** What the task requires **
Retype, word for word, each line between the lines holding "display:flex; justify-content:space-between; align-items:center;" and "font-size:13px; font-weight:400; color:var(--muted)", inclusive, and leave the rest of the data alone.

** Dataset entries **
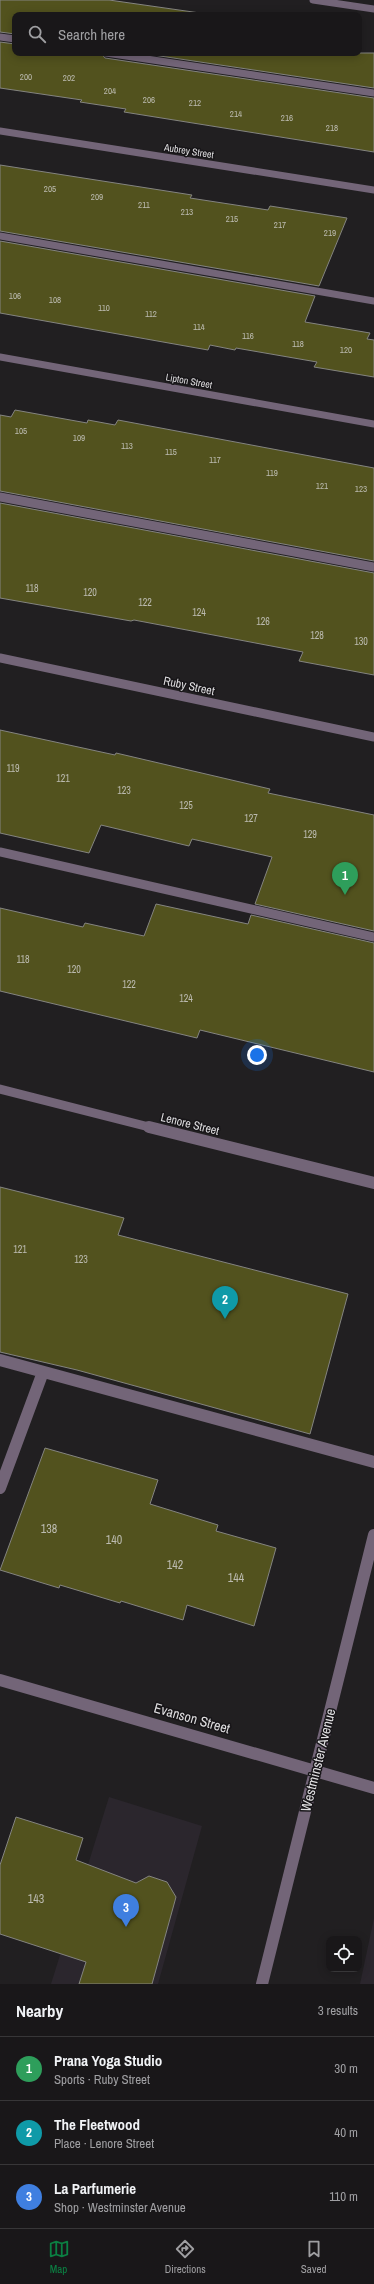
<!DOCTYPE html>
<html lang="en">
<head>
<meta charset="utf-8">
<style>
	:root { --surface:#191719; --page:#222022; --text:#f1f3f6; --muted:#9f9fa2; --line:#373638; --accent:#0b8043 }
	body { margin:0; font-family:"Archivo Narrow",sans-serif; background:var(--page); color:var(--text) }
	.controls { position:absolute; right:12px; bottom:12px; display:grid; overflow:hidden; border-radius:8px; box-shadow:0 2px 10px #0003 }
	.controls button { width:36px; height:36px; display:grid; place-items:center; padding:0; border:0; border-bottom:1px solid var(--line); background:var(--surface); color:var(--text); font:20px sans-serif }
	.you { position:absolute; left:257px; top:1055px; width:14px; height:14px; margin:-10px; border:3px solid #fff; border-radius:50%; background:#1a73e8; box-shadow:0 0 0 6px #1a73e833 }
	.badge { display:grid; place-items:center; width:26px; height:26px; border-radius:50%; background:var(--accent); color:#fff; font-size:13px; font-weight:700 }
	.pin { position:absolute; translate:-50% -33px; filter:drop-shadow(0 1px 2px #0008) }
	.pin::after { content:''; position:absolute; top:21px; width:14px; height:12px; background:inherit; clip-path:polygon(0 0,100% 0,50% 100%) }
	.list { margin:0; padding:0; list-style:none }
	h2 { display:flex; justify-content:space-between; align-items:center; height:52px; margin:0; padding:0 16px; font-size:17px }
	h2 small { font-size:13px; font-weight:400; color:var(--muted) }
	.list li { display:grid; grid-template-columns:26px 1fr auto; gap:12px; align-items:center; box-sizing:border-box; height:64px; padding:0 16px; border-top:1px solid var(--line) }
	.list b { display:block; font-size:15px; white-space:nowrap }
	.list p { margin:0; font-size:13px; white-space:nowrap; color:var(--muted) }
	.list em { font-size:13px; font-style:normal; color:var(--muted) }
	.icon { flex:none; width:22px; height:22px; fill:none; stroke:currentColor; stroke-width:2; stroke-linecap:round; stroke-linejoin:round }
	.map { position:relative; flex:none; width:374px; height:1984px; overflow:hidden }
	.search { position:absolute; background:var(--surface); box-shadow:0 2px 10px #0003; left:12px; right:12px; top:12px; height:44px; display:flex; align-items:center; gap:10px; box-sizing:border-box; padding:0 14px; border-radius:8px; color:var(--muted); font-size:15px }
	.sheet { height:244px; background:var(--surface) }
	nav { display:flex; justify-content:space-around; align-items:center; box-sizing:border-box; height:56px; border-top:1px solid var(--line); background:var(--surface); font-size:11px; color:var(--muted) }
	nav a { display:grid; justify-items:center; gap:2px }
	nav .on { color:var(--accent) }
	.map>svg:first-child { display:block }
	.built { fill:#2b262d }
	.building { fill:#52521e; stroke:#848480 }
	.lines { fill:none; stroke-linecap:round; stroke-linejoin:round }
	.minor-far2 { stroke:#736578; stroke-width:7 }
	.minor-far1 { stroke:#736578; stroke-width:9 }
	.minor { stroke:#736578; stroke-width:12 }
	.labels { text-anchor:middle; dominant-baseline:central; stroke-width:3; stroke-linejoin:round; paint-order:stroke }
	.far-number-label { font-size:9px; fill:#bcbbb0 }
	.far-street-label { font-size:10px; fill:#dfdee0; stroke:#171518 }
	.number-label { font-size:10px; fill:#bcbbb0 }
	.street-label { font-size:12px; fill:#dfdee0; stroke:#171518 }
	.near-number-label { font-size:12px; fill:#bcbbb0 }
	.near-street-label { font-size:14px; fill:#dfdee0; stroke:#171518 }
</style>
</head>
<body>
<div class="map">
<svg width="374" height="1984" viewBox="0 0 374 1984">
	<rect width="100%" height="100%" fill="#211f21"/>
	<path class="built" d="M109 1797 202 1826 158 1984H51Z
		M374 1918V1984H360Z"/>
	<path class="building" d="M0 0H109L207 14 15 15V34L0 32Z
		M0 42 15 44V53H101L105 58 374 98V152L124 112 126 109 80 102 82 100 0 88Z
		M140 53H374V88Z
		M0 165 192 195 190 198 268 210 270 206 347 218 319 286 0 231Z
		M0 241 315 296 305 322 370 333 367 339 374 340V377L314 367 317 362 236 348 235 350 210 345 208 350 0 313Z
		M15 410 87 423 88 420 115 425 118 420 374 468V561L0 491V415L11 417Z
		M0 503 374 573V675L299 661 303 652 134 620 131 621 0 598Z
		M0 730 115 755 116 753 270 789 268 793 374 815V931L255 904 272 857 192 839 189 846 101 825 89 853 0 833Z
		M156 904 248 924 251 915 374 943V1072L200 1030 197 1038 0 991V908L83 927 85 923 144 936Z
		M0 1187 124 1218 118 1235 348 1294 310 1434 77 1370 0 1352Z
		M45 1448 158 1480 150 1504 218 1525 216 1531 276 1548 254 1626 187 1605 183 1620 121 1601 120 1603 60 1585 59 1588 0 1570Z
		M16 1817 83 1838 76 1860 136 1883 149 1876 167 1882 176 1897 152 1984H79L86 1962 0 1934V1865Z"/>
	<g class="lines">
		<path class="minor-far2" d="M313 0 374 9
			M0 37 15 39
			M106 53 374 93
			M0 131 374 190
			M0 236 374 301
			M0 357 374 424"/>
		<path class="minor-far1" d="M0 497 374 567
			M0 658 374 737
			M0 852 374 937
			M0 1089 153 1128"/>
		<path class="minor" d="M149 1127 374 1183
			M0 1360 374 1462
			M0 1488 43 1372
			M0 1680 374 1788
			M262 1984 374 1535"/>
	</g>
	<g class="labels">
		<g class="far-number-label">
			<text x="26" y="77">200</text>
			<text x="69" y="78">202</text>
			<text x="110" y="91">204</text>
			<text x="149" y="100">206</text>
			<text x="195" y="103">212</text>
			<text x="236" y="114">214</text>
			<text x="287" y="118">216</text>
			<text x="332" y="128">218</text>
			<text x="50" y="189">205</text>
			<text x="97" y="197">209</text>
			<text x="144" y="205">211</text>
			<text x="187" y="212">213</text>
			<text x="232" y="219">215</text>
			<text x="280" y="225">217</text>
			<text x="330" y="233">219</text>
			<text x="15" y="296">106</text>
			<text x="55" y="300">108</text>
			<text x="104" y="308">110</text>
			<text x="151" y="314">112</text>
			<text x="199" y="327">114</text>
			<text x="248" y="336">116</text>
			<text x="298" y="344">118</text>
			<text x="346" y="350">120</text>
			<text x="21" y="431">105</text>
			<text x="79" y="438">109</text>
			<text x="127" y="446">113</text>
			<text x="171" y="452">115</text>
			<text x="215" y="460">117</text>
			<text x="272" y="473">119</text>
			<text x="322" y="486">121</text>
			<text x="361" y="489">123</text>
		</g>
		<g class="far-street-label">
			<text transform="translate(189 151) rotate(9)">Aubrey Street</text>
			<text transform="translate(189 381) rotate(10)">Lipton Street</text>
		</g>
		<g class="number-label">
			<text x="32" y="588">118</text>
			<text x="90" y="592">120</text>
			<text x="145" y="602">122</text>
			<text x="199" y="612">124</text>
			<text x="263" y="621">126</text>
			<text x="317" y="635">128</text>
			<text x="361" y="641">130</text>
			<text x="13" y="768">119</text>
			<text x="63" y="778">121</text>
			<text x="124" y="790">123</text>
			<text x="186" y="805">125</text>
			<text x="251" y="818">127</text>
			<text x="310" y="834">129</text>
			<text x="23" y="959">118</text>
			<text x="74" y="969">120</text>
			<text x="129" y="984">122</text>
			<text x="186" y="998">124</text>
			<text x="20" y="1249">121</text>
			<text x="81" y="1259">123</text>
		</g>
		<g class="street-label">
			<text transform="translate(189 686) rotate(12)">Ruby Street</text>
			<text transform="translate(190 1124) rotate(14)">Lenore Street</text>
		</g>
		<g class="near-number-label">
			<text x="49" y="1529">138</text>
			<text x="114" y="1540">140</text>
			<text x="175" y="1565">142</text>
			<text x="236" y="1578">144</text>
			<text x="36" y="1899">143</text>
		</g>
		<g class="near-street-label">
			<text transform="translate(192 1718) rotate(16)">Evanson Street</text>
			<text transform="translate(318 1760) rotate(-76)">Westminster Avenue</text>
		</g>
	</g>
</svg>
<div class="controls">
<button><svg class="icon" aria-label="locate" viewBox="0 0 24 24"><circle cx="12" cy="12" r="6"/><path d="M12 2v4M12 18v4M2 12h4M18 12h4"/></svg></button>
</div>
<div class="you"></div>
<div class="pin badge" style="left:345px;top:895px;background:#2e9e5b">1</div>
<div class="pin badge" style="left:225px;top:1319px;background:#0f9aa8">2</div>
<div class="pin badge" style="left:126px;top:1927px;background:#3f7fe0">3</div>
<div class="search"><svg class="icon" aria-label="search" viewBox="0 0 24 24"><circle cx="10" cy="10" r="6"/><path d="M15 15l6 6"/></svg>Search here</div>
</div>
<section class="sheet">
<h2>Nearby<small>3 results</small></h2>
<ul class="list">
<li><span class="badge" style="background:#2e9e5b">1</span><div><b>Prana Yoga Studio</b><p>Sports · Ruby Street</p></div><em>30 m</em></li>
<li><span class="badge" style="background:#0f9aa8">2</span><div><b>The Fleetwood</b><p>Place · Lenore Street</p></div><em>40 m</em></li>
<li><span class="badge" style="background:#3f7fe0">3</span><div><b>La Parfumerie</b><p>Shop · Westminster Avenue</p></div><em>110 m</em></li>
</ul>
</section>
<nav>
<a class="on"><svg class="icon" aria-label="map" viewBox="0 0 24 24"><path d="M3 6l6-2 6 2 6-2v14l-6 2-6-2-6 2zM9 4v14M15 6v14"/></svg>Map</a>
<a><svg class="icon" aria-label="directions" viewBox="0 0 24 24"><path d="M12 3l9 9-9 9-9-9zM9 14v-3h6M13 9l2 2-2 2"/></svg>Directions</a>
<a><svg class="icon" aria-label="saved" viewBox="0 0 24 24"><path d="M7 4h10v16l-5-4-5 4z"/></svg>Saved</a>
</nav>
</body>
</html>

** Task answer **
	h2 { display:flex; justify-content:space-between; align-items:center; height:52px; margin:0; padding:0 16px; font-size:17px }
	h2 small { font-size:13px; font-weight:400; color:var(--muted) }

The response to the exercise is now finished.